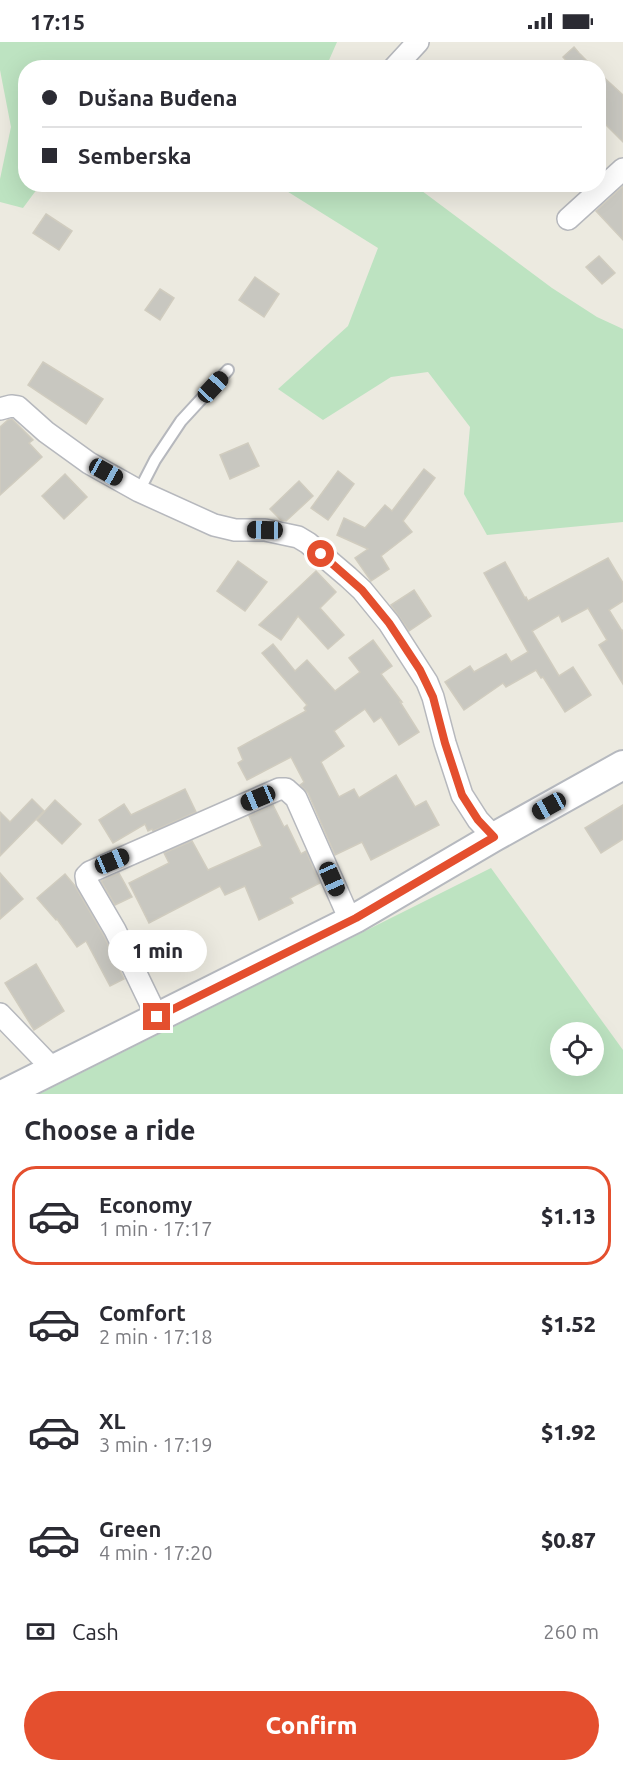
<!DOCTYPE html>
<html lang="en">
<head>
<meta charset="utf-8">
<style>
	body { margin:0; font-family:Ubuntu,sans-serif; background:#f7f7f7; color:#2b2b33; height:100vh; display:flex; flex-direction:column; font-size:22px; white-space:nowrap }
	* { box-sizing:border-box; margin:0 }
	p { font-size:20px; color:#7c7c81 }
	.icon { flex:none; width:33px; height:33px; fill:none; stroke:currentColor; stroke-width:2; stroke-linecap:round; stroke-linejoin:round }
	.map { position:relative; height:1052px; overflow:hidden }
	.details { display:flex; flex-direction:column; background:#fff; flex:1 }
	.details>* { flex:none }
	.guide { position:absolute; left:18px; top:18px; width:588px; height:132px; border-radius:24px; box-shadow:0 6px 24px #0002; display:grid; align-content:center; height:132px; padding:0 24px; background:#fff }
	.tools { position:absolute; left:550px; top:980px; display:grid; gap:12px }
	.tools a { display:grid; place-items:center; width:54px; height:54px; border-radius:50%; background:#fff; box-shadow:0 6px 24px #0002; font-size:30px }
	.end { position:absolute; width:27px; height:27px; margin:-14px; border:8px solid #e44f2e; background:#fff; box-shadow:0 0 0 3px #fff }
	.from { border-radius:50% }
	.bubble { position:absolute; height:42px; border-radius:21px; background:#fff; box-shadow:0 6px 24px #0002; font-size:20px; font-weight:800; line-height:42px; text-align:center }
	.car { position:absolute; width:18px; height:36px; margin:-18px -9px; border-radius:8px; box-shadow:0 0 4px 2px #0007; background:linear-gradient(#222 24%,#8ab4d8 0 40%,#222 0 76%,#8ab4d8 0 86%,#222 0) }
	.guide b { display:flex; align-items:center; gap:21px; height:57px; font-size:22px }
	.guide b+b { border-top:2px solid #e1e1e2 }
	.guide i { width:15px; height:15px; background:#2b2b33 }
	ul { padding:0; list-style:none }
	li { display:flex; align-items:center; gap:18px; height:99px; margin:0 12px 9px; padding:0 12px; border:3px solid transparent; border-radius:24px }
	li div { flex:1 }
	li b { display:block; font-size:22px }
	li em { font-style:normal; font-weight:800 }
	li.current { border-color:#e44f2e }
	li>.icon { width:54px; height:54px; stroke-width:1.5 }
	h2 { padding:0 24px; font-size:27px; line-height:72px }
	.pay { display:flex; align-items:center; gap:15px; height:66px; padding:0 24px; font-size:22px }
	.pay p { margin-inline-start:auto }
	.button { display:flex; gap:12px; margin-top:auto; padding:12px 24px }
	.button a { flex:1; height:69px; border-radius:36px; background:#e44f2e; color:#fff; font-size:24px; font-weight:800; line-height:69px; text-align:center }
	.status { display:flex; justify-content:space-between; align-items:center; height:42px; padding:0 30px; background:#fff; direction:ltr }
	.status svg { height:16px; fill:currentColor }
	.map>svg:first-child { display:block }
	.green { fill:#bde3c1; fill-rule:evenodd }
	.building { fill:#c8c7c0; stroke:#d0ccbf; stroke-width:1.5 }
	.lines { fill:none; stroke-linecap:round; stroke-linejoin:round }
	.lane-casing { stroke:#b6b8bd; stroke-width:14 }
	.street-casing { stroke:#b6b8bd; stroke-width:24 }
	.secondary-casing { stroke:#b6b9bf; stroke-width:32 }
	.lane { stroke:#fff; stroke-width:10 }
	.street { stroke:#fff; stroke-width:21 }
	.secondary { stroke:#fff; stroke-width:28 }
	.route { stroke:#e44f2e; stroke-width:8 }
</style>
</head>
<body>
<div class="status"><b>17:15</b><svg viewBox="0 0 49 12"><path d="M0 12V9h3v3zM5 12V6h3v6zM10 12V3h3v9zM15 12V0h3v12zM26 1h20v11H26zM47 4h2v5h-2z"/></svg></div>
<div class="map">
<svg width="623" height="1052" viewBox="0 0 623 1052">
	<rect width="100%" height="100%" fill="#eceae0"/>
	<g class="green">
		<polygon points="0,0 337,0 326,25 26,26 26,142 40,143 23,166 0,160 0,137 11,85 0,28"/>
		<polygon points="277,143 414,143 552,246 597,275 623,287 623,480 487,493 464,452 470,385 428,330 391,335 323,378 278,347 348,284 378,206"/>
		<path d="M491,826L623,1008V1052H39ZM561,990H594V1023H561Z"/>
	</g>
	<g class="building">
		<polygon points="574,5 579,11 594,26 573,26 563,15"/>
		<polygon points="598,30 623,53 623,100 598,75"/>
		<polygon points="623,144 623,198 596,169"/>
		<polygon points="46,172 72,189 59,208 33,191"/>
		<polygon points="599,214 615,231 602,242 586,225"/>
		<polygon points="255,235 279,252 264,275 239,258"/>
		<polygon points="160,247 174,256 160,278 145,268"/>
		<polygon points="43,320 103,357 86,382 28,343"/>
		<polygon points="12,377 33,398 29,401 42,415 0,453 0,385 8,378"/>
		<polygon points="248,401 259,424 230,437 220,413"/>
		<polygon points="424,427 435,436 403,479 412,490 381,514 389,527 371,539 355,516 368,507 337,493 344,476 365,486 385,463 392,469"/>
		<polygon points="338,429 354,442 328,478 311,466"/>
		<polygon points="65,432 87,455 64,477 42,454"/>
		<polygon points="299,439 313,454 286,479 281,478 270,467"/>
		<polygon points="608,516 623,541 623,559 609,568 622,589 623,588 623,642 599,603 607,598 588,566 562,580 559,573 532,589 559,634 573,625 591,653 565,670 543,635 541,636 536,628 506,645 503,641 464,668 445,640 470,624 474,630 506,612 511,620 528,610 484,531 505,520 525,556 526,555 528,559"/>
		<polygon points="238,519 267,540 245,569 217,549"/>
		<polygon points="316,529 336,550 320,566 344,593 328,607 298,574 281,598 259,583"/>
		<polygon points="414,548 431,574 409,589 391,563"/>
		<polygon points="373,598 392,624 381,632 402,660 400,660 419,690 399,703 381,675 374,680 365,667 334,689 344,704 321,720 339,755 354,747 359,756 396,733 415,765 426,759 439,783 371,818 362,800 335,813 308,751 300,743 304,740 291,715 247,738 238,721 243,718 238,706 306,669 304,666 307,663 262,611 273,602 295,629 307,618 335,649 360,630 349,616"/>
		<polygon points="185,747 196,770 153,789 152,787 148,789 145,782 113,801 99,778 124,762 131,773"/>
		<polygon points="32,757 44,769 0,814 0,770 10,780"/>
		<polygon points="55,758 81,782 62,802 37,778"/>
		<polygon points="273,763 284,785 287,783 301,812 306,809 320,841 290,856 293,861 259,878 245,844 225,853 220,844 149,881 129,841 169,821 164,811 192,799 208,828 262,804 249,774"/>
		<polygon points="623,763 623,797 601,811 585,786"/>
		<polygon points="0,831 23,857 0,877"/>
		<polygon points="119,831 132,855 115,863 101,839"/>
		<polygon points="65,832 75,844 104,894 124,937 110,944 86,899 77,905 57,877 56,878 37,856"/>
		<polygon points="36,922 64,969 34,988 5,941"/>
	</g>
	<g class="lines">
		<defs>
			<polyline id="lane" points="139,449 155,418 181,379 228,328"/>
			<g id="street">
				<polyline points="394,26 418,0"/>
				<polyline points="568,177 623,127"/>
				<polyline points="0,367 11,364 18,365 46,390 89,421 139,449 214,483 235,488 265,488 298,495 308,501 348,535 362,548 389,581 427,640 433,655 445,701 462,753 478,778 494,795"/>
				<polyline points="0,972 53,1027"/>
				<polyline points="157,975 115,888 87,840 86,834 90,830 279,747 286,747 296,756 350,878"/>
			</g>
			<polyline id="secondary" points="4,1052 356,876 494,795 623,723"/>
		</defs>
		<use href="#lane" class="lane-casing"/>
		<use href="#street" class="street-casing"/>
		<use href="#secondary" class="secondary-casing"/>
		<use href="#lane" class="lane"/>
		<use href="#street" class="street"/>
		<use href="#secondary" class="secondary"/>
	</g>
	<g class="lines">
		<polyline class="route" points="157,975 356,876 494,795 478,778 462,753 445,701 433,655 420,628 389,581 362,548 321,512"/>
	</g>
</svg>
<div class="tools">
<a><svg class="icon" aria-label="locate" viewBox="0 0 24 24"><circle cx="12" cy="12" r="6"/><path d="M12 2v4M12 18v4M2 12h4M18 12h4"/></svg></a>
</div>
<i class="end from" style="left:321px;top:512px"></i>
<i class="end" style="left:157px;top:975px"></i>
<div class="bubble" style="left:108px;top:888px;width:99px">1 min</div>
<i class="car" style="left:213px;top:345px;rotate:43deg"></i>
<i class="car" style="left:106px;top:430px;rotate:119deg"></i>
<i class="car" style="left:265px;top:488px;rotate:271deg"></i>
<i class="car" style="left:258px;top:756px;rotate:247deg"></i>
<i class="car" style="left:549px;top:764px;rotate:241deg"></i>
<i class="car" style="left:112px;top:819px;rotate:67deg"></i>
<i class="car" style="left:332px;top:837px;rotate:156deg"></i>
<div class="guide">
<b><i class="from"></i>Dušana Buđena</b>
<b><i></i>Semberska</b>
</div>
</div>
<section class="details">
<h2>Choose a ride</h2>
<ul>
<li class="current"><svg class="icon" aria-label="car" viewBox="0 0 24 24"><path d="M5 17H2v-5l4-1 3-4h7l3 4 3 1v5h-3M9 17h6M6 11h13"/><circle cx="7" cy="17" r="2"/><circle cx="17" cy="17" r="2"/></svg><div><b>Economy</b><p>1 min · 17:17</p></div><em>$1.13</em></li>
<li><svg class="icon" aria-label="car" viewBox="0 0 24 24"><path d="M5 17H2v-5l4-1 3-4h7l3 4 3 1v5h-3M9 17h6M6 11h13"/><circle cx="7" cy="17" r="2"/><circle cx="17" cy="17" r="2"/></svg><div><b>Comfort</b><p>2 min · 17:18</p></div><em>$1.52</em></li>
<li><svg class="icon" aria-label="car" viewBox="0 0 24 24"><path d="M5 17H2v-5l4-1 3-4h7l3 4 3 1v5h-3M9 17h6M6 11h13"/><circle cx="7" cy="17" r="2"/><circle cx="17" cy="17" r="2"/></svg><div><b>XL</b><p>3 min · 17:19</p></div><em>$1.92</em></li>
<li><svg class="icon" aria-label="car" viewBox="0 0 24 24"><path d="M5 17H2v-5l4-1 3-4h7l3 4 3 1v5h-3M9 17h6M6 11h13"/><circle cx="7" cy="17" r="2"/><circle cx="17" cy="17" r="2"/></svg><div><b>Green</b><p>4 min · 17:20</p></div><em>$0.87</em></li>
</ul>
<div class="pay"><svg class="icon" aria-label="cash" viewBox="0 0 24 24"><path d="M3 7h18v10H3z"/><circle cx="12" cy="12" r="2"/></svg>Cash<p>260 m</p></div>
<div class="button"><a>Confirm</a></div>
</section>
</body>
</html>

* * * *

§ TASK DESCRIPTION
State how many lines of the records above contain the word "bubble", giving only that number.

§ ANSWER TO THE PROBLEM
2